Murel's imagination had gone to work while they talked. She could see people trapped in little narrow passages, similar to the lava tube but smaller and darker.
The passages would be choked with roots, damp underfoot and lightless once the fuel for the torches or the batteries for the flashlights wore out. The people trapped there would stand or sit or maybe only have room to squat in those tight little places. They'd listen, waiting until the meteors stopped crashing and shaking the world around them. Finally, when it seemed safe to go aboveground again, they wouldn't be able to stay. The air mixture aboveground was not safe to breathe without protective clothing or equipment. There was no shelter for them, no food.
They would discover they'd been left for dead, and soon enough they would die.
"We're going too," she said, interrupting more arguing. "Ronan and me, we'll help you find them."
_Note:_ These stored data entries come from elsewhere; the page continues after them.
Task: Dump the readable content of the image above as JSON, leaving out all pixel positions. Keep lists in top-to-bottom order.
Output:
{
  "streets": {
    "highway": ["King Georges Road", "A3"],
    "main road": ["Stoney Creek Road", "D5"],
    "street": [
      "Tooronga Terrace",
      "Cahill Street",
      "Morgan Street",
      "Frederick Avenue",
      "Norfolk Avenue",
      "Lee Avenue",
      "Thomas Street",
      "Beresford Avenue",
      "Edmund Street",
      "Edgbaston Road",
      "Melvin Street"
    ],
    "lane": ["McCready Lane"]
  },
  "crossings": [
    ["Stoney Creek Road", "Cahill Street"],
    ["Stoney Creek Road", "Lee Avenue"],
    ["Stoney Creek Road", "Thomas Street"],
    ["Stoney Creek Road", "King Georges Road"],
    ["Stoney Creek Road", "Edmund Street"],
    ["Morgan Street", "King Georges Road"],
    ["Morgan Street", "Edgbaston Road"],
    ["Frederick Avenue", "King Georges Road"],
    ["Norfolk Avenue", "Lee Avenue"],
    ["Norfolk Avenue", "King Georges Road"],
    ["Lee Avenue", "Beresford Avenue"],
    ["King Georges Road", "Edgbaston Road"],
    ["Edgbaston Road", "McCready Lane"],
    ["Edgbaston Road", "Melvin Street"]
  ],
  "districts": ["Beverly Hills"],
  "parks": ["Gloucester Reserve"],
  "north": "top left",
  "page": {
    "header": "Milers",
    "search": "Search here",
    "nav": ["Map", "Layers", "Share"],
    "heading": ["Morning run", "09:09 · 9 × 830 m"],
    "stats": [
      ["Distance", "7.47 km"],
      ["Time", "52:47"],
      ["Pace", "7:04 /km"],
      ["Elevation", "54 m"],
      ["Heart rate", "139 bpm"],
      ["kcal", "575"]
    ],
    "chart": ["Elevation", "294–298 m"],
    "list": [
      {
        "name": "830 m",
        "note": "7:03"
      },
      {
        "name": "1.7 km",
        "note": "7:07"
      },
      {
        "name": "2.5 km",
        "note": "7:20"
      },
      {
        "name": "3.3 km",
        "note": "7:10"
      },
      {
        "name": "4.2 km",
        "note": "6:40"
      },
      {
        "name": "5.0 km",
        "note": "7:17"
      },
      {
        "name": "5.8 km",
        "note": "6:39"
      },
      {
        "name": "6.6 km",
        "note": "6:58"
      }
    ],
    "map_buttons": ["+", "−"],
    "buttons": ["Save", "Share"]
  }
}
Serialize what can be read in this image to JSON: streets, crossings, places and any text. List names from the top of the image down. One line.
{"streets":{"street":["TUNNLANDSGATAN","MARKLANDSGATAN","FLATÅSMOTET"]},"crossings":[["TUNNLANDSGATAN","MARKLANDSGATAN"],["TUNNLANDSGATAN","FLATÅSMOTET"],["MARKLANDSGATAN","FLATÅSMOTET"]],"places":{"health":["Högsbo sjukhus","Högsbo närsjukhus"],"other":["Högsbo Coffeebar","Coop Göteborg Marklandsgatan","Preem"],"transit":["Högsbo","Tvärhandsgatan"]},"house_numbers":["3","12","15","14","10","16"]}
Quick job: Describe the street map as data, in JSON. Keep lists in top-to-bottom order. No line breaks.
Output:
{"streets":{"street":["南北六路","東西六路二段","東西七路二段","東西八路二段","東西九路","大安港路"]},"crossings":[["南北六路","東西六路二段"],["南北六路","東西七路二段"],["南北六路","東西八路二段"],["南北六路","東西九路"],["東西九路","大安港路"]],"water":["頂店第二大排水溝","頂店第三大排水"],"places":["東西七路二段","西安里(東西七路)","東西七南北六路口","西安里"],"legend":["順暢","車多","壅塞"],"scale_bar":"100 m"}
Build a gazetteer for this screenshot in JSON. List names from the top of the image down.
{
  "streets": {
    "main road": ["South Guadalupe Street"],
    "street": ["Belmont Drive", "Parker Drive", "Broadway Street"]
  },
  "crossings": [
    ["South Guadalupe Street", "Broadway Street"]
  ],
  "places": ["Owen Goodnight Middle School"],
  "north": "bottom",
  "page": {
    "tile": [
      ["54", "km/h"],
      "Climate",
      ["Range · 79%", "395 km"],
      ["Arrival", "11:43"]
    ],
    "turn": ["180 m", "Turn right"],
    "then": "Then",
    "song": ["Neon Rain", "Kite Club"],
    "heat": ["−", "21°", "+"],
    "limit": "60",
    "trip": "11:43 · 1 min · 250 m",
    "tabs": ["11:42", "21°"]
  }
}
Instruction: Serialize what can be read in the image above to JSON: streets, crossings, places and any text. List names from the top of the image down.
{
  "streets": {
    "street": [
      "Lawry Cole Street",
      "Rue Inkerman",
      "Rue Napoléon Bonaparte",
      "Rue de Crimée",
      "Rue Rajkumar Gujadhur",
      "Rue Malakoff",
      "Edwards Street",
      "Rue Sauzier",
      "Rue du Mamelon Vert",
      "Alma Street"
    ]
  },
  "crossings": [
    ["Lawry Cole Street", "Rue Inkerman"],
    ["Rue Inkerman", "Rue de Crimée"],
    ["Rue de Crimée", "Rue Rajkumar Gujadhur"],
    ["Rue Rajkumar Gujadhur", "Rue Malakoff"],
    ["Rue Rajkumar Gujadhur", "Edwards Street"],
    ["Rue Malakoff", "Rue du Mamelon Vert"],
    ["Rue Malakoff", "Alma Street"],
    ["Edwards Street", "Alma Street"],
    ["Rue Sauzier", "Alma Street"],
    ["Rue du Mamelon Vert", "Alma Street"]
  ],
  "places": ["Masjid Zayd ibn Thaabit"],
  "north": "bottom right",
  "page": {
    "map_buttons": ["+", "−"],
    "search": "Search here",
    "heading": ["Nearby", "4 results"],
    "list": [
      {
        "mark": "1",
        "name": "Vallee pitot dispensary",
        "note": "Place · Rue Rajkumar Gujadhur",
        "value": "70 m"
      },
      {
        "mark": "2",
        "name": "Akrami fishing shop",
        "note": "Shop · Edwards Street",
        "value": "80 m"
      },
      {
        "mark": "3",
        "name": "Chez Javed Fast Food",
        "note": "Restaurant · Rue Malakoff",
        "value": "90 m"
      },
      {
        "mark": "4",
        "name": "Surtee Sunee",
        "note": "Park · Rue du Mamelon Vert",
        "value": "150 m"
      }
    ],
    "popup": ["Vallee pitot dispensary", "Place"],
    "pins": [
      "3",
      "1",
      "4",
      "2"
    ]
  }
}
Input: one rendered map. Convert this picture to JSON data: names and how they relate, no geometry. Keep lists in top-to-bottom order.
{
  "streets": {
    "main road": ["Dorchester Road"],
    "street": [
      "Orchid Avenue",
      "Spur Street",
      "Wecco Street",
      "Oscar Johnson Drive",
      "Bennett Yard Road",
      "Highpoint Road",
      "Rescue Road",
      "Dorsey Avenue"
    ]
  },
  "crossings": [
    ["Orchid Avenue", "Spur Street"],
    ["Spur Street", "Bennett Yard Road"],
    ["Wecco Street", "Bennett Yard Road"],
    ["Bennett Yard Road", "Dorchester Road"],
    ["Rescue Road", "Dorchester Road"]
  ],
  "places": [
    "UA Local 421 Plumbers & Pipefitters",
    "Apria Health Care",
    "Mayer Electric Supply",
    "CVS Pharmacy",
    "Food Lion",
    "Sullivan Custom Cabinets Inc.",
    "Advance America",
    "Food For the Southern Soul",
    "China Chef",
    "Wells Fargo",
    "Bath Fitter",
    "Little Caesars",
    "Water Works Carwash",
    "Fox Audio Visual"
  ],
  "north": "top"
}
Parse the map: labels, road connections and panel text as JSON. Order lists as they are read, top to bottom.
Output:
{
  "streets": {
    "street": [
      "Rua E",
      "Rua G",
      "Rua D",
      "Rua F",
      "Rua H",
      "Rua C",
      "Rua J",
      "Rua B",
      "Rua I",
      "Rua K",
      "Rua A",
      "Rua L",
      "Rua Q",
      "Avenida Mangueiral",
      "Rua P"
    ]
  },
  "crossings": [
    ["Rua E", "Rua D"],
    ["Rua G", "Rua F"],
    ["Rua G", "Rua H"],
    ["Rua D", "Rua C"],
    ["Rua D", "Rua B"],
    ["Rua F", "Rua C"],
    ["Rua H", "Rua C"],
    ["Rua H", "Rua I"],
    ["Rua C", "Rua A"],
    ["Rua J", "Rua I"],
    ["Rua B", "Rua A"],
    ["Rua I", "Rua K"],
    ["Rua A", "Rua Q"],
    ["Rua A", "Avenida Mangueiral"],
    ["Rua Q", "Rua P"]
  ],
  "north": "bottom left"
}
"Not your job," Ke-ola said.
Leilani, Keoki, and others gave her startled looks. She moved closer to Ke-ola and said in a low voice, "Maybe not, but if those canals are filled with water, as you said, we'll be better able to help than anyone else. You know what I mean, Ke-ola."
"You don't know how things are down there. You don't know where to look. I grew up here."
"So you come too, but we're going to help."
CHAPTER 7
THIS ISN'T PETAYBEE, children," Marmie said when they told her what they intended to do. "There are no rivers or open sea on Halau-it is all underground and in utter darkness, with dangers multiplied by the damage from the meteor shower. No, I'm sorry. It is out of the question."
The twins complained to each other but knew there was no dissuading Madame once she made her decision. Nor would she hear of Ke-ola or the others going back.
"But Marmie, what if that Cally is wrong?" Murel said. "What if there are still people down there? If we just go without finding out for sure, we could be condemning them to a horrible death. And to make matters worse, they'd know they were dying because the other survivors abandoned them."
Marmie gave her a shrewd look. "They are not to know that there are survivors if they have been hiding underground all that time, n'est-ce pas?"
"It doesn't matter if they know or not, we'll know," Ronan told her. "And Ke-ola's people will know and they'll always wonder. It's no way to start a new life, thinking maybe you've left people to die a-"
"Enough!" Marmie said firmly. "Some things cannot be helped, and I trust that the adults among Ke-ola's people will understand this."
"No, they don't," Murel said just as firmly.
"In time they will."
"One last sweep, Marmie," Ronan wheedled. "It's what we came down here to do, after all. Just because we got some people safe doesn't mean we should go away without making sure there aren't more. You don't really trust that creepy Colonel
Cally to find his own arse with both hands, do you?"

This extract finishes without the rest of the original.